In case 1 I would expect to have identified and unidentified albums all lead to individual works for each Ballad.
In case 2 I would either need to change my Ballad tagging to a combined op.10 or I would set the composition to “prefer file” on my identified albums, giving me a consistent picture across identified and unidentified albums.
I also could merge compositions, but as far as I understand merging it only would make sense to merge my single track works into the Ballads (4), op.10 composition and not vice versa. I can’t split the Ballads (4) op.10, can I?

But in fact what I see is a mix of Variant 1 and 2 for identified albums, combinded with my single Ballad work tags ffrom my unidentified albums…

If I follow Brians and Joels advice to just “sit and wait” for Roons metadata to improve (and I am exagerating here on purpose, no offense intended), I’m moving from being consistent (based on my file tags) to being inconsistent for an unknown amount of time. I can’t be sure that the work attribution for identified albums will ever change, since it may not be seen as an inconsistency by a third party.

So what to do? That’s a dilemma I’m thinking about a lot at the moment.
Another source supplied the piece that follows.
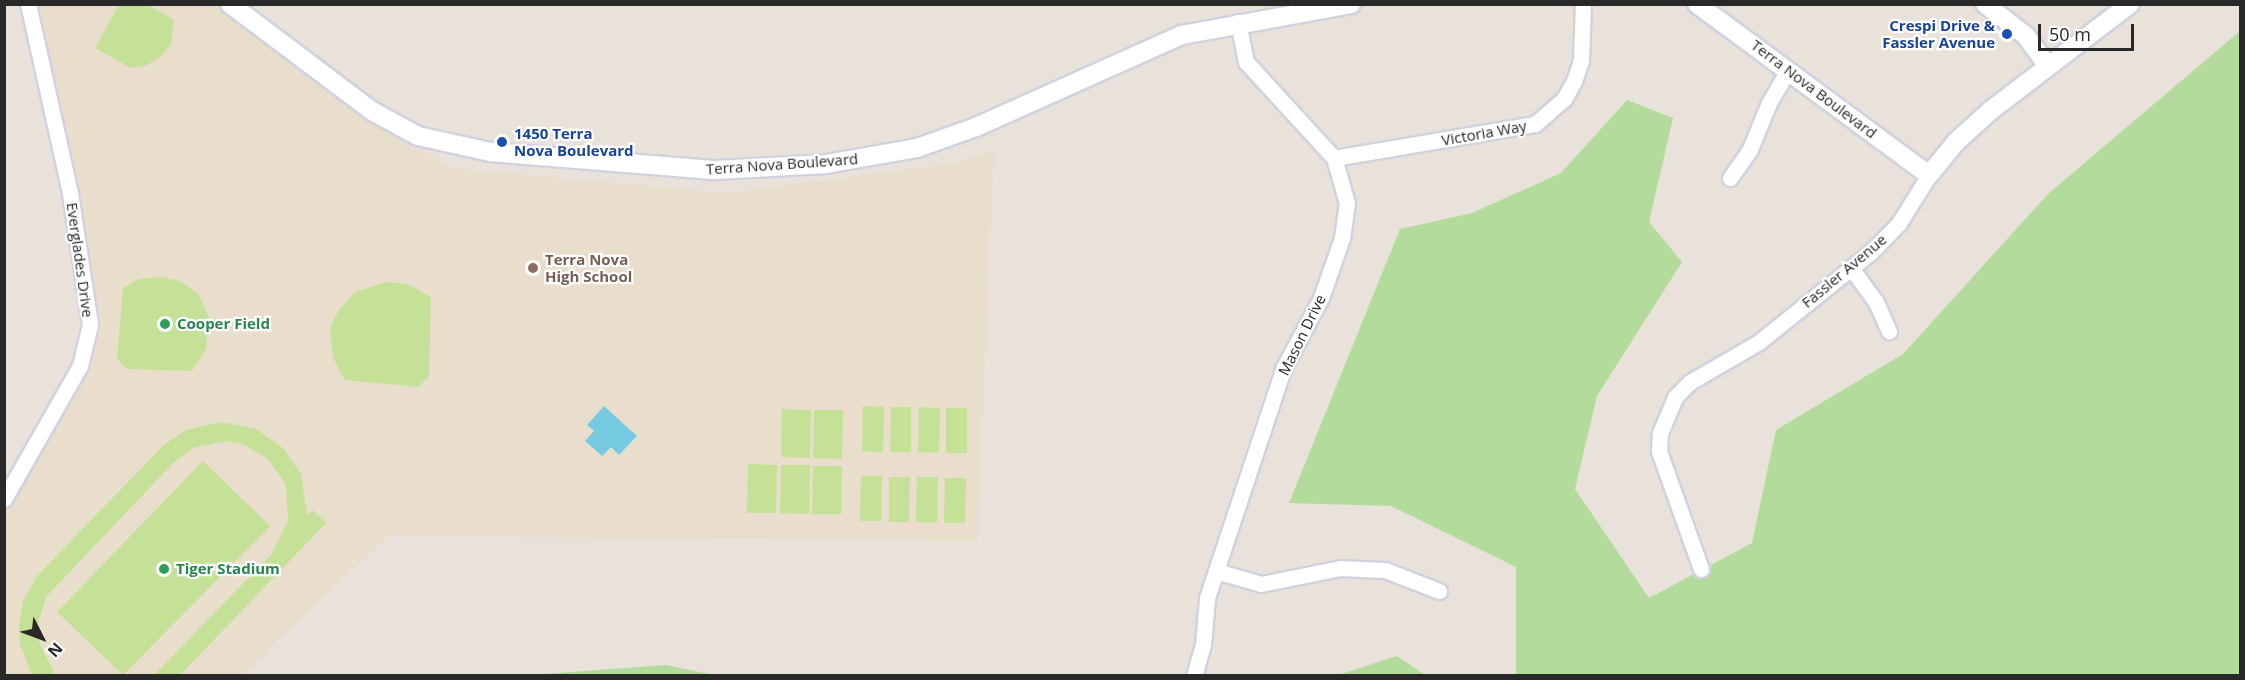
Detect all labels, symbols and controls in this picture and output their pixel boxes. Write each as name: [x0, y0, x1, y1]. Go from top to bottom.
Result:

Hi Brian. I Was not pointing out Discogs as a silver bullet. Just that crowdsource databases allready excists. Discogs and Musicbrainz are a perfect ecample of how the work in practice.

I was referring to volunteers,.not professionals. Most volunteers don’t want to spend 40 hours a week,.year in year out on collecting and curating metadata. That’s why you need many of them to make it work, otherwise it’s a dead end.

From my seat, there are significant problems with these databases, not least the fact that, in spite of “guidelines”, there is a huge amount of rubbish and far too many inaccuracies. There are simply too many contributors who do not know what they are doing, who enter bad metadata, who don’t follow the guidelines when they exist; and the guidelines are often lacking in some important areas.

1 Like

Brian, I think you made a pretty good case for folder browsing there. Just sayin’.

Klaus, I’m afraid I have nothing to add. (So then why am I posting? :wink: ) My original point was that it doesn’t matter all that much which choice is made; there just needs to be a choice, consistently employed. I’ll modify that now to say that the choice that makes life easier (and more flexible) for the user is preferred.

But whatever. The problem, as you note, is inadequate metadata for less-common genres (and, surely, less common music generally). Roon is working on improving metadata–they say that often, an I trust them–but they also insist that there is no adequate source, and that they are not in a position to create one, either through crowdsourcing or directly. Lots of people saying it can’t be done.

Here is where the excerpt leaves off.